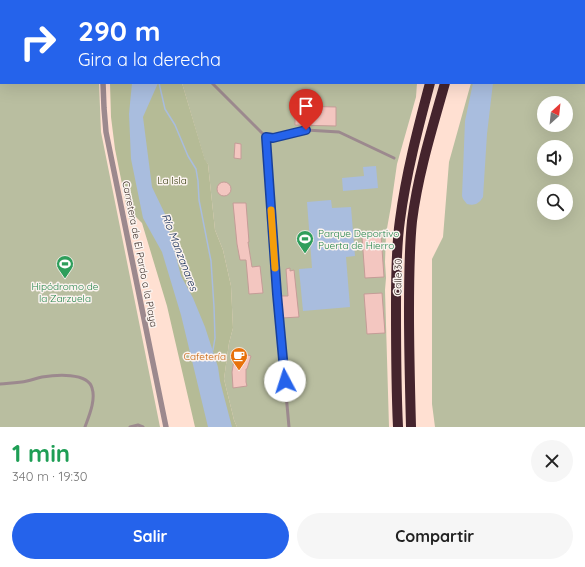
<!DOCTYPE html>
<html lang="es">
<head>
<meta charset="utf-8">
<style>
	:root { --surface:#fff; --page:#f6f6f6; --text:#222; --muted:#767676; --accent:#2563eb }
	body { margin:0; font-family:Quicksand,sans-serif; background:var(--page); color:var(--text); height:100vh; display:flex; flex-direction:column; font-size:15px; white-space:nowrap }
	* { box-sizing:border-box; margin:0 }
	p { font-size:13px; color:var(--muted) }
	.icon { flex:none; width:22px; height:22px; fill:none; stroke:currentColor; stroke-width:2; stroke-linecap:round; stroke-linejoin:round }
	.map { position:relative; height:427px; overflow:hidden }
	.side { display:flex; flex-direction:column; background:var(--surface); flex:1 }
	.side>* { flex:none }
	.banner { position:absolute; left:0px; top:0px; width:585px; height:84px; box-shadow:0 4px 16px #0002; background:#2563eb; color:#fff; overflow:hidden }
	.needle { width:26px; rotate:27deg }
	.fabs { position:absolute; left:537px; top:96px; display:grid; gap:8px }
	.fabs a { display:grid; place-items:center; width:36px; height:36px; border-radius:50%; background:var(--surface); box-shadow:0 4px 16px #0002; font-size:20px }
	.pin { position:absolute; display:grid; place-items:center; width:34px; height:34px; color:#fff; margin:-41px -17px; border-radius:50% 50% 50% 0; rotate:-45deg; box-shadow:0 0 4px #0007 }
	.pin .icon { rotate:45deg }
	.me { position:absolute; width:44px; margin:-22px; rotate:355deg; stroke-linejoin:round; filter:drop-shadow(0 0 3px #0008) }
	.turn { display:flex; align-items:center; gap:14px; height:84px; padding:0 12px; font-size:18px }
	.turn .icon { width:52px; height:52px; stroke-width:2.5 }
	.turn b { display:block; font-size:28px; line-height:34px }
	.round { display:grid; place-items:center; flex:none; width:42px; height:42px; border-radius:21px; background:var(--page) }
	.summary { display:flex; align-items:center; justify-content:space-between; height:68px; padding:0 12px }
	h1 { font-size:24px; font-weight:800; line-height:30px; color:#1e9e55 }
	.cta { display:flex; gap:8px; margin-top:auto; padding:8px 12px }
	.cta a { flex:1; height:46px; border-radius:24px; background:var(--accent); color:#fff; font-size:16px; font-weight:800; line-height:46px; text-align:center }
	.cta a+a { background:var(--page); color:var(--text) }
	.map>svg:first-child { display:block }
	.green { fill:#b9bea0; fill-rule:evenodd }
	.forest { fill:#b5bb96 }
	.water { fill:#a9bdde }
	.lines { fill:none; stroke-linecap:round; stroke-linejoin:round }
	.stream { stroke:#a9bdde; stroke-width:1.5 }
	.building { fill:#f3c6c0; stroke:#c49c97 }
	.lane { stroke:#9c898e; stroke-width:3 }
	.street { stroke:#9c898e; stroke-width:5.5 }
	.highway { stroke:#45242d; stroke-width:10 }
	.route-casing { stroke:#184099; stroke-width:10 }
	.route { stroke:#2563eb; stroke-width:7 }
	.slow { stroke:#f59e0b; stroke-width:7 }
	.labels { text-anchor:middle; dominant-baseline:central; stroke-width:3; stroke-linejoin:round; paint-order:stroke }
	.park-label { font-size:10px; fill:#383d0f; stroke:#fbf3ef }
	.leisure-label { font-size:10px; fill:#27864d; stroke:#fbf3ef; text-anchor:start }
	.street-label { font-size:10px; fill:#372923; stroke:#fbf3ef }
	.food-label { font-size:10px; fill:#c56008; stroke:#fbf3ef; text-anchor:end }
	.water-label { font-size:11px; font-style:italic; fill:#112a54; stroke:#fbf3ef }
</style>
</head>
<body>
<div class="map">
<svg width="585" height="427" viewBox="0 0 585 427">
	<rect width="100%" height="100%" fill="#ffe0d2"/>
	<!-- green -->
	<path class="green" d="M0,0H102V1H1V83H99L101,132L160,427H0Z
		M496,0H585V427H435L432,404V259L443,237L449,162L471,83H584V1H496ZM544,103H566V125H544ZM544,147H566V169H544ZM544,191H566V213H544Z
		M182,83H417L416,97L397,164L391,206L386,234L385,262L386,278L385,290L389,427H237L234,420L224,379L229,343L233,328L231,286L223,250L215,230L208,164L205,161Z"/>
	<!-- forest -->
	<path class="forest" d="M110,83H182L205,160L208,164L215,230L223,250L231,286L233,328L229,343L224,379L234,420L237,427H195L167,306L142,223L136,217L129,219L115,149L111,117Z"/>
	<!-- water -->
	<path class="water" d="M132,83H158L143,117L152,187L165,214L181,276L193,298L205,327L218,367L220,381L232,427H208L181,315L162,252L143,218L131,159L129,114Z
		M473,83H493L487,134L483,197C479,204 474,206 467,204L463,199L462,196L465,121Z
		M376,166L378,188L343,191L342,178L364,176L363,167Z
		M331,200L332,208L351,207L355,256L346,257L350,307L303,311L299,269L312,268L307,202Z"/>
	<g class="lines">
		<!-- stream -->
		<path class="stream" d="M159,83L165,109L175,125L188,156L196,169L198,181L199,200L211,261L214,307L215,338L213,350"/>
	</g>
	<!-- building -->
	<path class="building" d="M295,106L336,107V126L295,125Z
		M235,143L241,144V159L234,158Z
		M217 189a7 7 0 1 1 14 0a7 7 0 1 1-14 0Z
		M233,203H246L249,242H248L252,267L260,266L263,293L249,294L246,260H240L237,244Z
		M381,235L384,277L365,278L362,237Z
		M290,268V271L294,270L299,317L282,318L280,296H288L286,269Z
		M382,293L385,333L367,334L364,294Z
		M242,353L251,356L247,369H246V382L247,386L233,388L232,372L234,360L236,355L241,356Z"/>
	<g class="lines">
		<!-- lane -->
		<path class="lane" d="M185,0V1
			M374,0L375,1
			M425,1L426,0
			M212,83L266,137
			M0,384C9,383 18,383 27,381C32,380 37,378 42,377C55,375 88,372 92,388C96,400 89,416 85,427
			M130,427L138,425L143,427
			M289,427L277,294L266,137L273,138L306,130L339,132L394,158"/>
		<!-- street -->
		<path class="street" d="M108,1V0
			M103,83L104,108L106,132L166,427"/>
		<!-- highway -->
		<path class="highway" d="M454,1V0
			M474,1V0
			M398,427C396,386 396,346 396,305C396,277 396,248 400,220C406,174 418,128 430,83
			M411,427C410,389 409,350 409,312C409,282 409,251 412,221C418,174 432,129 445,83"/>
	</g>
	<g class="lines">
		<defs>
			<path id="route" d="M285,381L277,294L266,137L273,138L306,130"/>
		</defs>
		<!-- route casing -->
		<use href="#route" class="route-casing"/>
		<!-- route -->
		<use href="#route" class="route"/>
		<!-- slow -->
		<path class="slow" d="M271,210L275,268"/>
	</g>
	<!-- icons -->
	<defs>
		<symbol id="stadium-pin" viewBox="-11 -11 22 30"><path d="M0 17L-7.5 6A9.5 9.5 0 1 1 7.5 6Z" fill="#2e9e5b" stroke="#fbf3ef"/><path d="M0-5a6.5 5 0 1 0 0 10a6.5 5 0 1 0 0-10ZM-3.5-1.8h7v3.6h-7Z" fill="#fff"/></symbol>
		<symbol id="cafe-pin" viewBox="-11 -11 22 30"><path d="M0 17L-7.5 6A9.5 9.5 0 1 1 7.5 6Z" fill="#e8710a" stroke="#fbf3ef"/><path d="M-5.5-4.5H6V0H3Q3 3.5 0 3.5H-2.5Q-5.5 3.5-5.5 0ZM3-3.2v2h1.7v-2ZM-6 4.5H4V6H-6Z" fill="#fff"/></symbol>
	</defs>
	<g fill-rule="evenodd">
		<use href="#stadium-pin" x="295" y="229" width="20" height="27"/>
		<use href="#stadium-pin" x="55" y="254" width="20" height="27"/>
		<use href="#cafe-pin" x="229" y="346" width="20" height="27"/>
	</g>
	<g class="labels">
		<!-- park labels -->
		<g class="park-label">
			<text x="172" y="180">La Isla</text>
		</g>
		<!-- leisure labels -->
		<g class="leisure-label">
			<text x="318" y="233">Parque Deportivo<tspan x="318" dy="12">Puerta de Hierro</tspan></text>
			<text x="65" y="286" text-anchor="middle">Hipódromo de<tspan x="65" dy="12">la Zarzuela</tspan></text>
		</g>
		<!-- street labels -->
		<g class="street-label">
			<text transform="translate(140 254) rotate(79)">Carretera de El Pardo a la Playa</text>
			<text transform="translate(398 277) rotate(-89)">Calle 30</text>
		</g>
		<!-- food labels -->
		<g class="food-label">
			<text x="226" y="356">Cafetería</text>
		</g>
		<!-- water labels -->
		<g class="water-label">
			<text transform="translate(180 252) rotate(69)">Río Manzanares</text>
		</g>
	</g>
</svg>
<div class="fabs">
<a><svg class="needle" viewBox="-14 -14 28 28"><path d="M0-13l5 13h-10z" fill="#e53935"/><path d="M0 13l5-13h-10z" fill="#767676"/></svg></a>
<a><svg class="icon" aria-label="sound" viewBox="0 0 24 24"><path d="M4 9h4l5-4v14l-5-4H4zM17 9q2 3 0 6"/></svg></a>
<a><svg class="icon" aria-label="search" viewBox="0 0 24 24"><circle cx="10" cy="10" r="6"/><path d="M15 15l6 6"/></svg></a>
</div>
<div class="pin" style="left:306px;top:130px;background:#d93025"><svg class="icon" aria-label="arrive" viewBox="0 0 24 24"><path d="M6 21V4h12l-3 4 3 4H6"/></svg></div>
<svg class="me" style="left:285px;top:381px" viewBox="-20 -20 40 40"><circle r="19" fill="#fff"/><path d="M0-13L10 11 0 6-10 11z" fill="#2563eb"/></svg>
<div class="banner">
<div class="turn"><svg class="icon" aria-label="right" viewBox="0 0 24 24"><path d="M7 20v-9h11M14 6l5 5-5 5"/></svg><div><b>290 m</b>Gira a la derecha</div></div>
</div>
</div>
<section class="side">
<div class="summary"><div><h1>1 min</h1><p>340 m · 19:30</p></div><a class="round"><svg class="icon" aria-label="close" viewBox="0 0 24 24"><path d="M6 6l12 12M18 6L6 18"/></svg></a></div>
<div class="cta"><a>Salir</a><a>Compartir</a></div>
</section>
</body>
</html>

☆ ☆ ☆ ☆ ☆ ☆ ☆

Please return every line of the records that contains the word "circle".

<a><svg class="icon" aria-label="search" viewBox="0 0 24 24"><circle cx="10" cy="10" r="6"/><path d="M15 15l6 6"/></svg></a>
<svg class="me" style="left:285px;top:381px" viewBox="-20 -20 40 40"><circle r="19" fill="#fff"/><path d="M0-13L10 11 0 6-10 11z" fill="#2563eb"/></svg>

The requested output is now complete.